Many people disagree. They invoke the ancient legal doctrine which holds that justice demands every person’s testimony — no exceptions (oh, except for the “testimonial privilege” widely granted to clergy, attorneys, spouses and others — plenty of people enjoy the right not to testify with no deleterious effects on society). Superficially, this makes a certain amount of sense. But it overlooks the chilling effect on both sources and reporters if journalists can be dragged into court and ordered, under oath, to break their word and reveal the identities of their confidential sources. The fully predictable result of this doctrine will be that the people will not learn all that they might about difficult, hidden truths.

And a word here about criminal justice. Obviously, the investigation, prosecution, and punishment of crime is an important value in society. I would not want to live in a society that did not suppress crime. But we must bear in mind that law enforcement is not a transcendent value; it is not so important that it can be used to sweep away all other rights and values. It has to be balanced against other important priorities (like being secure in our persons and papers).
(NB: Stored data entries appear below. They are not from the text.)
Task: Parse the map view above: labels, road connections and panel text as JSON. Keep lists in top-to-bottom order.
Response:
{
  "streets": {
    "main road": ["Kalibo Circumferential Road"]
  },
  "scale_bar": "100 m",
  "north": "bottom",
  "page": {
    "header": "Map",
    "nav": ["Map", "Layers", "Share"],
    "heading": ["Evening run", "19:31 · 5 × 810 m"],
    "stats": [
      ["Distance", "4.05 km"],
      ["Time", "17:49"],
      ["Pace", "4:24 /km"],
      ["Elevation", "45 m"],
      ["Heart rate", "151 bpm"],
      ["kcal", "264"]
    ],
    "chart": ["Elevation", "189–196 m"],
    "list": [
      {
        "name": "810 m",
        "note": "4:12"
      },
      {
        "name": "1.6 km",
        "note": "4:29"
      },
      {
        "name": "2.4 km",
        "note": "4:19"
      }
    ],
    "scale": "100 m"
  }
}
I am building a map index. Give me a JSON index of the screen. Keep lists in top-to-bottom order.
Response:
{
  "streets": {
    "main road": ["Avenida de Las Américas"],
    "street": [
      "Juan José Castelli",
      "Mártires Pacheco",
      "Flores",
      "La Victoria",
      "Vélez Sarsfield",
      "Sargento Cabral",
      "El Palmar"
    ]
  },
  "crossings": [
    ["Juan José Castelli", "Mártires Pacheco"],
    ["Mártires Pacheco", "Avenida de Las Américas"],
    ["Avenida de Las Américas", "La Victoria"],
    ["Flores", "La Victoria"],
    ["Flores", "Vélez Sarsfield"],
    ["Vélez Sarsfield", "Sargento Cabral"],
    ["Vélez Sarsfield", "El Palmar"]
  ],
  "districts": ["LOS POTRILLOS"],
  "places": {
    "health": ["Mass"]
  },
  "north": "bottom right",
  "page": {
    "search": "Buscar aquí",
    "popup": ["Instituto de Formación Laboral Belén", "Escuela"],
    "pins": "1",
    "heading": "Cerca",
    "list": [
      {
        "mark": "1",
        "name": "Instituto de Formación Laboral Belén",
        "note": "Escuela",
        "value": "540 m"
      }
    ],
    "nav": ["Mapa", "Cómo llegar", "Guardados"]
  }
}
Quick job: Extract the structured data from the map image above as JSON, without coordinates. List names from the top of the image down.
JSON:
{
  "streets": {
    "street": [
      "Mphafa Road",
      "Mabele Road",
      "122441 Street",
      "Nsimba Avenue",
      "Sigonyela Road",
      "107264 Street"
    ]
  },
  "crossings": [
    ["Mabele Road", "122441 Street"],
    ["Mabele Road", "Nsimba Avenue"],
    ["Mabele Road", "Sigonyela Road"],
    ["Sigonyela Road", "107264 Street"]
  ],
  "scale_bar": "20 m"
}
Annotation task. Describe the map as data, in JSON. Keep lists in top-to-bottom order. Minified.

I maintain that it is better for a handful of prosecutors to miss out on the testimony of a handful of people than it is to impose blinders on the press. I don’t want to live in that kind of society, either. Prosecutors pursue justice; journalists pursue truth. Those are both important, and sometimes allied, enterprises. But they are not identical, and when they conflict, my default position would be to privilege truth-seeking.

Also, bear in mind: prosecutors have plenty of techniques and powers that journalists don’t have.

–They have the power to subpoena (non-journalist) witnesses and question them under oath.

–If witnesses lie, prosecutors can charge them with perjury.

–Prosecutors have the power to induce suspects to talk by negotiating plea-bargains.

–Prosecutors have the home-team advantage in every courtroom in the country.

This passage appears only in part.